The Bye-laws: What They Are About
The “Street Hawking Bye-laws, 2011” were made at an AMA meeting on September 1, 2010. According to the document, the prohibitions are against:
  1. Sale, offer of sale or purchase of merchandise to vehicle drivers or passengers
  2. Trading on the street (except for street markets)
  3. Littering on streets, pavements and from moving vehicles
  4. Owners of vehicles required to provide waste bins for passengers and to use those
  5. Solicitation of alms, aiding and encouragement of solicitation of alms (with exception of religious or charitable organizations)
  6. Responsibility of a parent to avoid child delinquency
  7. Promotional activities on streets or in markets without proper permit
    — AMA (Street Hawking) Bye-laws, 2011, September 1, 2010
Bye-laws such as these that intend to address land use activities but fail to consider the livelihood question (for these people, vending is a full time job). First, given the dynamic economy, the sheer extent and role of the informal economy, including street hawkers, is critical to functioning of many African cities, in Accra as well as in other cities. These workers, although unrecognized by the AMA, contribute key services, make products more accessible, and address a key need for the public. For example, an International Labor Organization study estimates that more than 70 percent of non-agricultural employment in Sub-Saharan Africa is in the informal economy. In Ghana, the large formal economy seems to be driven by unemployment and underemployment, forcing individuals to engage in trading activities as a means of economic survival. Interestingly, a recent study on Ghana frames this issue well:

“Unemployment and underemployment remain major problems, reflecting the failure of past economic growth to generate substantial formal employment in the private sector, and the lack of job-relevant skills of the majority of the workforce.  Ghana’s labour market is still characterized by the dominance of employment in agriculture and a large informal economy. Government figures indicate that currently two out of three working adults are employed. The national unemployment rate is estimated at only 3% by government sources. The low rate of unemployment in the country disguises the high levels of unemployment and underemployment inherent in the large informal sector.” — “Ghana: Social Context and Human Resource Development,” African Economic Outlook, 2011

Organizing a Response
An organizing initiative, the Ghana Urban Platform, is driven by issues such as these. A network of Ghanaian professionals engaged in various aspects of urban development, the Urban Platform aims to “draw attention to key concerns about Ghanaian cities,” from submitting and discussing solutions to city problems, to networking and asserting citizens rights to be heard to city government. A key benefit of the platform is the network’s discussion groups, where members highlight and discuss urban ills from this very street hawking issue to the emergence of shopping malls.
Members of the group, including Prof. Ohene Sarfo of the Institute of Local Government Studies, opined on the nature and real potential solutions for addressing the street hawking question. As Sarfoh wrote (paraphrased here), the dilemma has many roots. On the one hand, city managers opt for expediency, rather than well thought out, integrated city policies and practices. Technocrats kowtow to appease politicians. The media, the gatekeepers to information, fill newspapers with partisan political shouting matches and religious fundraising, rather than fulfilling their public duty to inform and educate the public on key matters. The professional class suffers from NIMBY, or “Not In My Backyard” syndrome. Underlying these issues, he says, exists “a feral underclass disconnected from the state and all forms of formally constructed social order.” The chaos has reached a key point “some people have no conception of lawfulness.” The street hawker question is inextricably tied to this. He asks, “What constitutes lawfulness and formality, and who determines the boundaries of lawfulness and formality?”
Developing Sustainable Solutions – Organization, not Illegalization
Despite the AMA’s actions, it is clear by the sheer extent of street vending, the nature of the economy unemployment (and underemployment) levels that street hawking is here to stay — and that’s not a bad thing. So real solutions to manage street hawking must first appreciate the role these vendors serve, these activities as their livelihood, and find ways to manage the this commercial activity with transport, public spaces, residential and other key land use activities.

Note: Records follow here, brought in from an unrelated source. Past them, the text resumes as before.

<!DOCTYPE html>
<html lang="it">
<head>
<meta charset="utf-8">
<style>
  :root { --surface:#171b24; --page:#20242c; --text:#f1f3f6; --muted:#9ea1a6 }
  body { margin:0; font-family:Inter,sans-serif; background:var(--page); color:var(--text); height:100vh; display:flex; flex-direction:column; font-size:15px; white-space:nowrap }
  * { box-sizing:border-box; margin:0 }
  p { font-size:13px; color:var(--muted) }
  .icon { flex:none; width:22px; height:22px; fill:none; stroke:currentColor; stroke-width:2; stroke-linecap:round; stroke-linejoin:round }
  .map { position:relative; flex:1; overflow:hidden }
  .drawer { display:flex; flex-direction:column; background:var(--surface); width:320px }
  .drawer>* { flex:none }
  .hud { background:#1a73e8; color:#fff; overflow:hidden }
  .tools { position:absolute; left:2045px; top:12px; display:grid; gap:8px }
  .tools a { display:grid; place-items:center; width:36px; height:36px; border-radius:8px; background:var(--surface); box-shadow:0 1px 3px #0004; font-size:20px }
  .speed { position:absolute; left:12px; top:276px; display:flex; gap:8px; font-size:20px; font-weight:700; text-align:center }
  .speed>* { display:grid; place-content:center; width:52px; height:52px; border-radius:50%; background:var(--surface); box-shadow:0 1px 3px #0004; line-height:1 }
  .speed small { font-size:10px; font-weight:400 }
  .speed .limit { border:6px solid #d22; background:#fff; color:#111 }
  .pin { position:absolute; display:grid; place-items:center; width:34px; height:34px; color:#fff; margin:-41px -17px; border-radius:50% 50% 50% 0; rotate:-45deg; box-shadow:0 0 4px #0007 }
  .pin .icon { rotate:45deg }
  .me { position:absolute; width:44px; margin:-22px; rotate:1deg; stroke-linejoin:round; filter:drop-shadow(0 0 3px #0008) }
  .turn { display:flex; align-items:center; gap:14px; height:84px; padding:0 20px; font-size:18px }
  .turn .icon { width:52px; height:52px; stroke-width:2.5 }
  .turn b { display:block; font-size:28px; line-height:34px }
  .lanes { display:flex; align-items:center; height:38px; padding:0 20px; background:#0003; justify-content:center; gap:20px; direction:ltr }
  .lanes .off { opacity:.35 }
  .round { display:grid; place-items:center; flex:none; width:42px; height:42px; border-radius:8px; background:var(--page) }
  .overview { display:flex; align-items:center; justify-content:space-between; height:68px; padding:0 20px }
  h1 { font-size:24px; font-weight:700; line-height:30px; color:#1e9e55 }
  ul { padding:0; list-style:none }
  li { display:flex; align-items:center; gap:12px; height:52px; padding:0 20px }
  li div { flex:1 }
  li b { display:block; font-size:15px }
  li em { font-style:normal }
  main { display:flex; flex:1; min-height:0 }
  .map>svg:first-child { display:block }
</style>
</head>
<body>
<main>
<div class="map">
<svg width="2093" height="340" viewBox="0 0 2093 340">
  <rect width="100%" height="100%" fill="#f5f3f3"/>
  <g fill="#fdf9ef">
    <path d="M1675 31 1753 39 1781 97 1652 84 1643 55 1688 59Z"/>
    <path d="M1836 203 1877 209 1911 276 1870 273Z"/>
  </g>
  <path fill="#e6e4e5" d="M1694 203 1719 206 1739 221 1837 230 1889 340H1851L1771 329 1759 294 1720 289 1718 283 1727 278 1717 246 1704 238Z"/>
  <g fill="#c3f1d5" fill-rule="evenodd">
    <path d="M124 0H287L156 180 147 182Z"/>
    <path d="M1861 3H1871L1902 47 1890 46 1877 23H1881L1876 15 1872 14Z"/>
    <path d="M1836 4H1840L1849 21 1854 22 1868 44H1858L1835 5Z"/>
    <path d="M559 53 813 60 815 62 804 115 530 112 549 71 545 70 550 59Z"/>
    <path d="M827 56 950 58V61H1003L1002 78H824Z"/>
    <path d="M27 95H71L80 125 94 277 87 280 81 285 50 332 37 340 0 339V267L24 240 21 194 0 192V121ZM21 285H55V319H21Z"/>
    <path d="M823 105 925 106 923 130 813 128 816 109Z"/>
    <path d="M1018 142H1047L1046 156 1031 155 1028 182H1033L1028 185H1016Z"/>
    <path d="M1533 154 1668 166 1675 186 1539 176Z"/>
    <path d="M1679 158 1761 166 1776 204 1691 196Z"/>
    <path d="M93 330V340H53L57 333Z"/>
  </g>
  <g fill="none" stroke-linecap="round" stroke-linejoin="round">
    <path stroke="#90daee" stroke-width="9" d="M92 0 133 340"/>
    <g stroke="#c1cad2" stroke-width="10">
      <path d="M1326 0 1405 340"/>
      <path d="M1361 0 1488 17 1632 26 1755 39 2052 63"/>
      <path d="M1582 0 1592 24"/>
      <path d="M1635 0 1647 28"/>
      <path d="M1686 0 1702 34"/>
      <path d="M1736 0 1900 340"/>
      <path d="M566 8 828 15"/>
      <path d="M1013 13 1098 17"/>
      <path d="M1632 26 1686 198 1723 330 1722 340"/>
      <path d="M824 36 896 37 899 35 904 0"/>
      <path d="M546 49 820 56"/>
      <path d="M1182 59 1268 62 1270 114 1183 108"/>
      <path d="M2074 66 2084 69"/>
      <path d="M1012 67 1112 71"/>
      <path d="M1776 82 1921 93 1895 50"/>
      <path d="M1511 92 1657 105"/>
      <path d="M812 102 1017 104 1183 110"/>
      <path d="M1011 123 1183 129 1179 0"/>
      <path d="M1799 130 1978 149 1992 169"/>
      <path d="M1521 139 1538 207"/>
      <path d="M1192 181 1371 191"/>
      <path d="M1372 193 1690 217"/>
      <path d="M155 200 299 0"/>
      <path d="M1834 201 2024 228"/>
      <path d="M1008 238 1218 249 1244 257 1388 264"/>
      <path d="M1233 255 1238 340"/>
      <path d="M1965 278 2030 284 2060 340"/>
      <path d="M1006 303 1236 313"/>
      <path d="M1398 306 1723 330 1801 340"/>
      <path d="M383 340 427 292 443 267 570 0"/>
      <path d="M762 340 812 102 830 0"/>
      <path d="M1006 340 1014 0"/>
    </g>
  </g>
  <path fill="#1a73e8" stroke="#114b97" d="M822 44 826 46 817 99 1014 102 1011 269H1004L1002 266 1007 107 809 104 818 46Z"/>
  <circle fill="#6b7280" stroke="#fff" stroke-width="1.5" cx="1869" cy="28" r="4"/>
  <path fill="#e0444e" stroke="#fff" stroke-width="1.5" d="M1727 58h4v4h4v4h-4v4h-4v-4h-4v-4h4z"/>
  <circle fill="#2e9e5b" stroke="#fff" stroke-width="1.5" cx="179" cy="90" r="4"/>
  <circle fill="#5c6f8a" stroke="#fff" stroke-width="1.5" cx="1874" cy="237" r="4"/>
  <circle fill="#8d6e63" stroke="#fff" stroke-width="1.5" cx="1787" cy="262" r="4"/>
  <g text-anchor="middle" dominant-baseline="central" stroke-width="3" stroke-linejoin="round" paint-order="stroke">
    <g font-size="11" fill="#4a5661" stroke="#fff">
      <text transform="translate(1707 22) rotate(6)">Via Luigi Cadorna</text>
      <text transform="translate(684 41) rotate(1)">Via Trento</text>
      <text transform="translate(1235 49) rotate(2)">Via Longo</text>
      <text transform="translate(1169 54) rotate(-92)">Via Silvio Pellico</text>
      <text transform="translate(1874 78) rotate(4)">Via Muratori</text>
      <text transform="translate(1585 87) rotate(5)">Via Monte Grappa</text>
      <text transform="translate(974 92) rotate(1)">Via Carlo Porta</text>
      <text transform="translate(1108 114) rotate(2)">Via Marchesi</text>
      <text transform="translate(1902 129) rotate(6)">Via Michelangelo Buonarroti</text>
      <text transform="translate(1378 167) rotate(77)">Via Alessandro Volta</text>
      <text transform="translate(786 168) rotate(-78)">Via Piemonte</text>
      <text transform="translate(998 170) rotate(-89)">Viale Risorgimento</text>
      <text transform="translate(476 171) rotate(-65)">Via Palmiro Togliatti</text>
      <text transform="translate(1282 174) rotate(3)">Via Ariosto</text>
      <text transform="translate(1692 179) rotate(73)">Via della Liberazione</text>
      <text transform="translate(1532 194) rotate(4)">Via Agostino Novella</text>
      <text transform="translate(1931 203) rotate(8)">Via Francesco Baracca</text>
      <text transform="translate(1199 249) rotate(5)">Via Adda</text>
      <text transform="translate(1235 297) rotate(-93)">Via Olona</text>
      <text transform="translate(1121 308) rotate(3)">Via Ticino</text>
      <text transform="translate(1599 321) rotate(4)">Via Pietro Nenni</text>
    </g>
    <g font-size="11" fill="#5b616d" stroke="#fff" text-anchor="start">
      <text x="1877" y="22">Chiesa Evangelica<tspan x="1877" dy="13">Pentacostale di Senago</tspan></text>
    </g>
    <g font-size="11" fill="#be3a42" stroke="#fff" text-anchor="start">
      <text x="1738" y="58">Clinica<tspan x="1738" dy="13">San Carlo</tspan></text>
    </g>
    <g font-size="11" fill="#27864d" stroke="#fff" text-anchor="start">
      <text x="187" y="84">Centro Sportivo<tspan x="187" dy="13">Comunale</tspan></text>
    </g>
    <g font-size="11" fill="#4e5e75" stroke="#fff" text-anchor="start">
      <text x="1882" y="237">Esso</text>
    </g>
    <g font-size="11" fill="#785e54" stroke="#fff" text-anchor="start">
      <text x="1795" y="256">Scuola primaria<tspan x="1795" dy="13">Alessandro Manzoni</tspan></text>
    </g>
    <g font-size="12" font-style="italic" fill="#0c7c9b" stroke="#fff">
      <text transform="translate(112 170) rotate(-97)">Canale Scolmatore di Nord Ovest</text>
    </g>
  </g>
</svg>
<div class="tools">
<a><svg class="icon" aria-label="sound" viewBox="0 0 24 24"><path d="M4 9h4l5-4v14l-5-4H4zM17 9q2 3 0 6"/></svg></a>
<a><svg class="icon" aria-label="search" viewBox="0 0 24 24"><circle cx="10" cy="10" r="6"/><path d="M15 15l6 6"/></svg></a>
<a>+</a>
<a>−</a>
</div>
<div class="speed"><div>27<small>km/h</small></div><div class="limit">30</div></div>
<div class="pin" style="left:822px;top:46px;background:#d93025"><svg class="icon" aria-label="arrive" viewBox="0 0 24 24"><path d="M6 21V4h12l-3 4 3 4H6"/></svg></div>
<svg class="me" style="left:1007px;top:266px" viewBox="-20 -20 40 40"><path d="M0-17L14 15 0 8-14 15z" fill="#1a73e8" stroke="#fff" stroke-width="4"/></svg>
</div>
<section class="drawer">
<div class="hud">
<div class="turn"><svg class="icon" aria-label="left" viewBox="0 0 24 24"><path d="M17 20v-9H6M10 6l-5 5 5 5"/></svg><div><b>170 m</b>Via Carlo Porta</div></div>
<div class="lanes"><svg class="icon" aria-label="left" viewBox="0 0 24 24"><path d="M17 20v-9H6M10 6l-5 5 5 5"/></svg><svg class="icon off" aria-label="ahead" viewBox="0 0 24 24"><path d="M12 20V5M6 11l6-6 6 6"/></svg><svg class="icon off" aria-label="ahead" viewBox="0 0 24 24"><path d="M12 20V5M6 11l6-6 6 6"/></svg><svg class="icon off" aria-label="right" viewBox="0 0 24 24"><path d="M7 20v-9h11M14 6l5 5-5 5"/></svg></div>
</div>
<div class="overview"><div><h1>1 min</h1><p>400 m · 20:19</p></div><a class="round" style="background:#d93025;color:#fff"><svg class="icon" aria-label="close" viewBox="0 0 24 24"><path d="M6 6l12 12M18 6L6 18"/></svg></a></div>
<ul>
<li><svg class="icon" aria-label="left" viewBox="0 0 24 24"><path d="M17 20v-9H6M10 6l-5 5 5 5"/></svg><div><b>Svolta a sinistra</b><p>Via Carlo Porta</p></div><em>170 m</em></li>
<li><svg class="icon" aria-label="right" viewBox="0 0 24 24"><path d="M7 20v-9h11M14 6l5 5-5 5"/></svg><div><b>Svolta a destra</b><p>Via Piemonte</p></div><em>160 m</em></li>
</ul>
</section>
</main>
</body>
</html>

Any solution must to designate accessible hawking spaces or zones (for both patrons and vendors), and/or standardize vending venues and sizes that allow vending but also respect the need for ease of traffic in public spaces (pedestrian walkways, roadways). Concurrently, skills training and capacity building, combined with microfinancing to support small business development, as well as the execution of policies that encourage vendors to move from informal to small-scale business services, can help draw informal works into a more formal, regulated economy, and incentivize them through support and the potential for regular employment.

In Kerala, India, city officials are doing just that through a street vending management pilot project. Instead of trying to outlaw street vending, city officials and urban planners are recognizing it as a legitimate economic activity and “public convenience,” and efforts are focused on organizing these activities for the public good: licensing vendors, designating street hawking zones and times, providing mobile stalls to vendors that suit their types of wares and even facilitating access to microfinance for vendors.

So much of this change in Kerala is centered on the necessity that officials and the public change their perspectives on street vending. While in its current form this activity is disorganized, promotes congestion seems inefficient, I can’t help but wonder, if the phone credit vendors weren’t there on the street and sidewalks, where would I get my phone credit from? Clearly, these vendors provide a necessary service. The question is how cities like Accra will choose to harness it for the greater good.